A couple quick links from Gamasutra look interesting enough to get back to later (I think I found them both on Kotaku): Ubisoft’s Clint Hocking on “exploration,” and game designer/theorist Ian Bogost on why we need more boring games.
Also, Game Politics has had a lot of extensive coverage of legislation that would regulate video games. The latest news out of New York is that the state senate passed a bill in just four days, and the state assembly passed a bill (backed by the governor) in just one day. These would fine or imprison retailers for selling certain games to minors. They’re not the exact same bill, though, so the senate and assembly will be looking to compromise on a bill before the legislative session is up on June 21st.

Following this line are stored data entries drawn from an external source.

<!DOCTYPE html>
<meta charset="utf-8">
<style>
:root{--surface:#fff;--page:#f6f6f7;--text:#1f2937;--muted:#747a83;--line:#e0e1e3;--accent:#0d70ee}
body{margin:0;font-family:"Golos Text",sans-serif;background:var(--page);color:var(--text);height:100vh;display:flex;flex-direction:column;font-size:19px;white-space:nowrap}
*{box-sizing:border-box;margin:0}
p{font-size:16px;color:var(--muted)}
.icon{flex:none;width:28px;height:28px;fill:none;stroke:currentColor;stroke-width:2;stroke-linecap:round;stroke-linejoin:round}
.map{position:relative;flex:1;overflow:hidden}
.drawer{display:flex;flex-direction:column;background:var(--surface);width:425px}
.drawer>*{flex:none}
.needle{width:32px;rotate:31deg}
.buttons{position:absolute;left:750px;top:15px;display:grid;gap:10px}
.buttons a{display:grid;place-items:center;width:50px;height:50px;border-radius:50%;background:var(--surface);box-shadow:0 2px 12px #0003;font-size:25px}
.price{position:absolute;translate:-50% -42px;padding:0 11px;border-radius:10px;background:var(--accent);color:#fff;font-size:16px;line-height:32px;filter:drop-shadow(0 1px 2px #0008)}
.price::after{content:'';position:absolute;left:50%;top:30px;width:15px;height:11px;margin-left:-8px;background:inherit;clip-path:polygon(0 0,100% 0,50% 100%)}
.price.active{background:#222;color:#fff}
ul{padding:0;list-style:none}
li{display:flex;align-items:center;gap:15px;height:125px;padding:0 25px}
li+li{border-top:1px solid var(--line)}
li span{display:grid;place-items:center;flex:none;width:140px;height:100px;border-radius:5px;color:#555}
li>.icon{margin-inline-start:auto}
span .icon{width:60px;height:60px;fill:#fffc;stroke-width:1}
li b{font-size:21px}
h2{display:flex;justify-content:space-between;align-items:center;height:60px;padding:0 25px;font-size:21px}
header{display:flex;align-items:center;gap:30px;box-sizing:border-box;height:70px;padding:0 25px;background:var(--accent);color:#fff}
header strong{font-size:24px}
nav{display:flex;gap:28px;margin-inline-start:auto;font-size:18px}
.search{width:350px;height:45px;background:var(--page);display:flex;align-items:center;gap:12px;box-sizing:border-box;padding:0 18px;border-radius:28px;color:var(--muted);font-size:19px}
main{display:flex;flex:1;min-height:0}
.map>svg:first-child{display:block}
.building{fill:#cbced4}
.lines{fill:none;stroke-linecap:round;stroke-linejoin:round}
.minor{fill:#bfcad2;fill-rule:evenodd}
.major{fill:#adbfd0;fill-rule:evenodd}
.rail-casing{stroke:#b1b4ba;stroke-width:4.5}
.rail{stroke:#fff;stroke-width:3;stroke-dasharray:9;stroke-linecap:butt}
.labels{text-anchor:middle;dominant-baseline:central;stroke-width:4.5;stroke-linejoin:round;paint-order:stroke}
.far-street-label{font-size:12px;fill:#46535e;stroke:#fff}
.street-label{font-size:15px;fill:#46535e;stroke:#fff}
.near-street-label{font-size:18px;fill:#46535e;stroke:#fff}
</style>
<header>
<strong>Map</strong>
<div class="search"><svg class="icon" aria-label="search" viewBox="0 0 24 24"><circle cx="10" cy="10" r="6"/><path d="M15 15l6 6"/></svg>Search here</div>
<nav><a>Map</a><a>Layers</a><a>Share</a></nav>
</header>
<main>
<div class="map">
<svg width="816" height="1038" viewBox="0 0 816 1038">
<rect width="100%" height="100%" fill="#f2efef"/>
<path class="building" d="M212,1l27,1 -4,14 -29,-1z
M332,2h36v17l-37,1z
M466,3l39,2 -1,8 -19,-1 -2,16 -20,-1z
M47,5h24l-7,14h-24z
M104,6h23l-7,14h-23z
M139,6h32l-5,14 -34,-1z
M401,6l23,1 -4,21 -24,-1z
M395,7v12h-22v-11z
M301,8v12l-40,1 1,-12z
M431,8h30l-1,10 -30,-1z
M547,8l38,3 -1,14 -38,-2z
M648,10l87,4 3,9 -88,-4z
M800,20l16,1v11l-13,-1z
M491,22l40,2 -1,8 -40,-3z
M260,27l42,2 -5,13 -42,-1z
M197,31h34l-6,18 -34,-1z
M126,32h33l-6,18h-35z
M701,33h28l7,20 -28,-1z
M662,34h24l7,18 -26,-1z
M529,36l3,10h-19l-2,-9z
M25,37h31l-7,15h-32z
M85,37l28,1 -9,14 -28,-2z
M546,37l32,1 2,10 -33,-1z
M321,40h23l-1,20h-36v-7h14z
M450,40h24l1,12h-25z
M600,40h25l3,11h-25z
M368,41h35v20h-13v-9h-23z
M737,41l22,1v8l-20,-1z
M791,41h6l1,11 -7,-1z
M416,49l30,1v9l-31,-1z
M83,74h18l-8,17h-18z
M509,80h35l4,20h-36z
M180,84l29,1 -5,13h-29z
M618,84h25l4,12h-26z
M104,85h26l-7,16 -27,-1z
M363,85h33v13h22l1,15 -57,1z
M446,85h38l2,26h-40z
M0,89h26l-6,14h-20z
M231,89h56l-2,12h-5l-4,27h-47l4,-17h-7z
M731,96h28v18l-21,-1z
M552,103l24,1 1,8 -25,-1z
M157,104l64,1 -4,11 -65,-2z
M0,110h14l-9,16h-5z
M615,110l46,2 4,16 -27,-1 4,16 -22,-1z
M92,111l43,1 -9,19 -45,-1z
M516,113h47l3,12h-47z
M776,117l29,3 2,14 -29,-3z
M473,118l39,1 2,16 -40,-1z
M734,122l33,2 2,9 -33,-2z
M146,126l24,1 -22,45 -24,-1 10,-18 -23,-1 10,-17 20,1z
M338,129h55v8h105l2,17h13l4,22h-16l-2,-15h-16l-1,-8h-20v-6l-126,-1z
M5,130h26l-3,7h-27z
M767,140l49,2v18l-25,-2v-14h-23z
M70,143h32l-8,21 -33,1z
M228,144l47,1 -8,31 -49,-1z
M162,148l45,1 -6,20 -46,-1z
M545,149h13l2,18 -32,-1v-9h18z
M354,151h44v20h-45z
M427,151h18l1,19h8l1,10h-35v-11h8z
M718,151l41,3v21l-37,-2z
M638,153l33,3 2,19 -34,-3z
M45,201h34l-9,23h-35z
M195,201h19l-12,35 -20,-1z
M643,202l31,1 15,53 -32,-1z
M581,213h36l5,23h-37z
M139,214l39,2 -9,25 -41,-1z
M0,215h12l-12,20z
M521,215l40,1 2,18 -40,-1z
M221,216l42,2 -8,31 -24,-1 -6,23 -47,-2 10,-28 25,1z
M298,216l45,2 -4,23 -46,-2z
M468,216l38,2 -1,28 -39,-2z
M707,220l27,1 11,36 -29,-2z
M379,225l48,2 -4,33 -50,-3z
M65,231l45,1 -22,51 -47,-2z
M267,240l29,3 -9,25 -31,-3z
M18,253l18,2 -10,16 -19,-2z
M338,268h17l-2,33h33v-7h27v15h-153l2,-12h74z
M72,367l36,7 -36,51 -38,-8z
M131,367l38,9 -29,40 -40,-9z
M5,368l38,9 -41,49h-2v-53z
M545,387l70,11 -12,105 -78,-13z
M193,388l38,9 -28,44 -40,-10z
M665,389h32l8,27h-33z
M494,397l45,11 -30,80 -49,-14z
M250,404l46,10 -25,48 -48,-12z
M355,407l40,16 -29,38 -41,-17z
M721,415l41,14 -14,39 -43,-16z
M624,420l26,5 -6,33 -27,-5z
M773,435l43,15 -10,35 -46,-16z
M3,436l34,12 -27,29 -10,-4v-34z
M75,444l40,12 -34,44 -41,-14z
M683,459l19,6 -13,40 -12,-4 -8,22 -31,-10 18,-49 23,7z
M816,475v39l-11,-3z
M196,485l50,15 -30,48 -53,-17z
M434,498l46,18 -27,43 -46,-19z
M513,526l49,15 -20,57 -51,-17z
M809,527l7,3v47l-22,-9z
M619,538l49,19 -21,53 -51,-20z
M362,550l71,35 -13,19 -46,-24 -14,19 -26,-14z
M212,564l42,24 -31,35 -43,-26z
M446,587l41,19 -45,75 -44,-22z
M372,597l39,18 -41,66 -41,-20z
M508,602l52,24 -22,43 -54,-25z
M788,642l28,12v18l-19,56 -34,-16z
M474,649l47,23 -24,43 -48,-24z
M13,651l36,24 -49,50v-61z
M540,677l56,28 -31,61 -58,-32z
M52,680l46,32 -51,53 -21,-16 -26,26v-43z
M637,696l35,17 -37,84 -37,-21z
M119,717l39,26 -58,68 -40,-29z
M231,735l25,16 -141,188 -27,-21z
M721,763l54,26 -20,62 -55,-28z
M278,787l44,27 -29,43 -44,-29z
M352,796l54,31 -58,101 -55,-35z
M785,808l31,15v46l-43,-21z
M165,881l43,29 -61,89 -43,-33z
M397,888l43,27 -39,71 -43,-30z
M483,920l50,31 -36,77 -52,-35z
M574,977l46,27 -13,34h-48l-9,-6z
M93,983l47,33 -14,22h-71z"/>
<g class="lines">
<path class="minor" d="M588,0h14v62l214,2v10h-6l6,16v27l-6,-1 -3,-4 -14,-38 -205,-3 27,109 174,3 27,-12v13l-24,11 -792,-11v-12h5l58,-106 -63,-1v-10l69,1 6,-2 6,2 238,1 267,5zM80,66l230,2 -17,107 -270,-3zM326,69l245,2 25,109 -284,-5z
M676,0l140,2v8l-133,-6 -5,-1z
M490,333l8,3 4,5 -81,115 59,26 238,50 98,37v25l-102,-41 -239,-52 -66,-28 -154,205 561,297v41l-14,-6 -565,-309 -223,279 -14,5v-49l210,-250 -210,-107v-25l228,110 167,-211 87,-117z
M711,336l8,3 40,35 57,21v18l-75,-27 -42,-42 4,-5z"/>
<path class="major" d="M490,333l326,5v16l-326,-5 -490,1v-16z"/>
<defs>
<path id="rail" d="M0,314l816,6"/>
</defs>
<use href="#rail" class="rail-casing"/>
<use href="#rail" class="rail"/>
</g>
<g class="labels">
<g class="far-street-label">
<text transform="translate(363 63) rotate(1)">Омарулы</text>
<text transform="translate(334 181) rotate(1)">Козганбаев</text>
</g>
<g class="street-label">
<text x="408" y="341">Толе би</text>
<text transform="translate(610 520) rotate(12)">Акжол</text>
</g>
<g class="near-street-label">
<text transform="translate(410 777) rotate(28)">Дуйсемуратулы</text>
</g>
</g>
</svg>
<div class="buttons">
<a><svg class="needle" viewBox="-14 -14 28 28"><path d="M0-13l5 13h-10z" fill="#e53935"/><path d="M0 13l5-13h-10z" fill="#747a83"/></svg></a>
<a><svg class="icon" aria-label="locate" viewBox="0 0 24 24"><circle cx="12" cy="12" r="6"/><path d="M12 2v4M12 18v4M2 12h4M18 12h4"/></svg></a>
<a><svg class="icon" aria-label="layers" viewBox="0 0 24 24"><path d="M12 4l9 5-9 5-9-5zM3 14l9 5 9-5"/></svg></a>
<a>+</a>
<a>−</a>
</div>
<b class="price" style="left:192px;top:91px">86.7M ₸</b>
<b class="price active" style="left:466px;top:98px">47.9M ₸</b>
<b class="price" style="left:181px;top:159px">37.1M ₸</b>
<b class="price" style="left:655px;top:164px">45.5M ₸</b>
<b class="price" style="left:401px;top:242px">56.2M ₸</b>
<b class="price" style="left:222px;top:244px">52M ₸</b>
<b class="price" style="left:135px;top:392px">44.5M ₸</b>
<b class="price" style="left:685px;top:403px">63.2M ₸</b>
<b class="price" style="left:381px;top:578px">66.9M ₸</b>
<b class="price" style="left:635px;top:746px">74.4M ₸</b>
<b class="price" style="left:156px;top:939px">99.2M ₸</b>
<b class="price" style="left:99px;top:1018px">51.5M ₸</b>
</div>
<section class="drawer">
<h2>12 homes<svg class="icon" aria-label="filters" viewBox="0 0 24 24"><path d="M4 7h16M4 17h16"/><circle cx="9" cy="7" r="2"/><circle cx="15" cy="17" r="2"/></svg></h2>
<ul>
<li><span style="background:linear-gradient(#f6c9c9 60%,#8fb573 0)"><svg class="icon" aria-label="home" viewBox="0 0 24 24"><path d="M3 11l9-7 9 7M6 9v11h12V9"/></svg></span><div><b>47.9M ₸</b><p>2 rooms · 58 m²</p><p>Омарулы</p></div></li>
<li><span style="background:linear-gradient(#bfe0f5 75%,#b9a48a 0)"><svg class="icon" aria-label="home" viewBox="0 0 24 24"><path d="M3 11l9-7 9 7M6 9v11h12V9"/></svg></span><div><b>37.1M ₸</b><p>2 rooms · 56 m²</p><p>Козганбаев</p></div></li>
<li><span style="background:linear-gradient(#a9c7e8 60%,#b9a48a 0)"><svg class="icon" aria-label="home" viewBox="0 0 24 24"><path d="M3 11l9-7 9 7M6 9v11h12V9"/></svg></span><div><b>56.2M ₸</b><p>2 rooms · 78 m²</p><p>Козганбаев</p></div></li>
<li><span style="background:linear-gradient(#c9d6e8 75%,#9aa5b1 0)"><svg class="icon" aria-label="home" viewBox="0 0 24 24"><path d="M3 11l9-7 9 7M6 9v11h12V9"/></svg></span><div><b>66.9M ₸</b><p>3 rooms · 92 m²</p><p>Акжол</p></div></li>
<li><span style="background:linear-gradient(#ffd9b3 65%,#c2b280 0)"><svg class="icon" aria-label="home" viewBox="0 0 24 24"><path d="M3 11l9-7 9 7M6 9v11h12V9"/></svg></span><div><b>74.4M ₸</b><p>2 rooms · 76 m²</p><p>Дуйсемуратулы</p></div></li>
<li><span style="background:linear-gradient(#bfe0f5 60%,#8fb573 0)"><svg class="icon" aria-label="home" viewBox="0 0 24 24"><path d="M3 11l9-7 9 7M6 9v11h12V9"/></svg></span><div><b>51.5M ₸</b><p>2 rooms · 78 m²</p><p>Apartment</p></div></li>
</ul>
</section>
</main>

I was inspired to write about this when I noticed some of the wording of that latter bill, which would make a felony out of selling games to minors which depict “rape, dismemberment, physical torture, mutilation or evisceration of a human being.” Actually, that would include quite a few games; I’ve never seen rape in a game, but you can see (even cartoonish) evisceration and mutilation in a variety of games, I think. What is really worrisome about this, though, is that the only games I can think of offhand which show “physical torture” do so for meaningful purposes, or including to unsettle the player. These include F.E.A.R. (the demo has you coming upon a torture scene which eerily disappears as you get close); Metal Gear Solid (in which your ability to withstand torture determines whether your ally lives or dies); and Splinter Cell: Chaos Theory (in which you come upon bad guys torturing a scientist to death, and then have the option to lay his body down to offer him some “dignity”).
Note that all of these examples feature torture that you witness or experience, but don’t perpetrate. The bill as written makes no distinction between these. I’d write more about this, but I just sent an entire paper about this sort of thing out for review last night, so I’ll let you know how that goes eventually.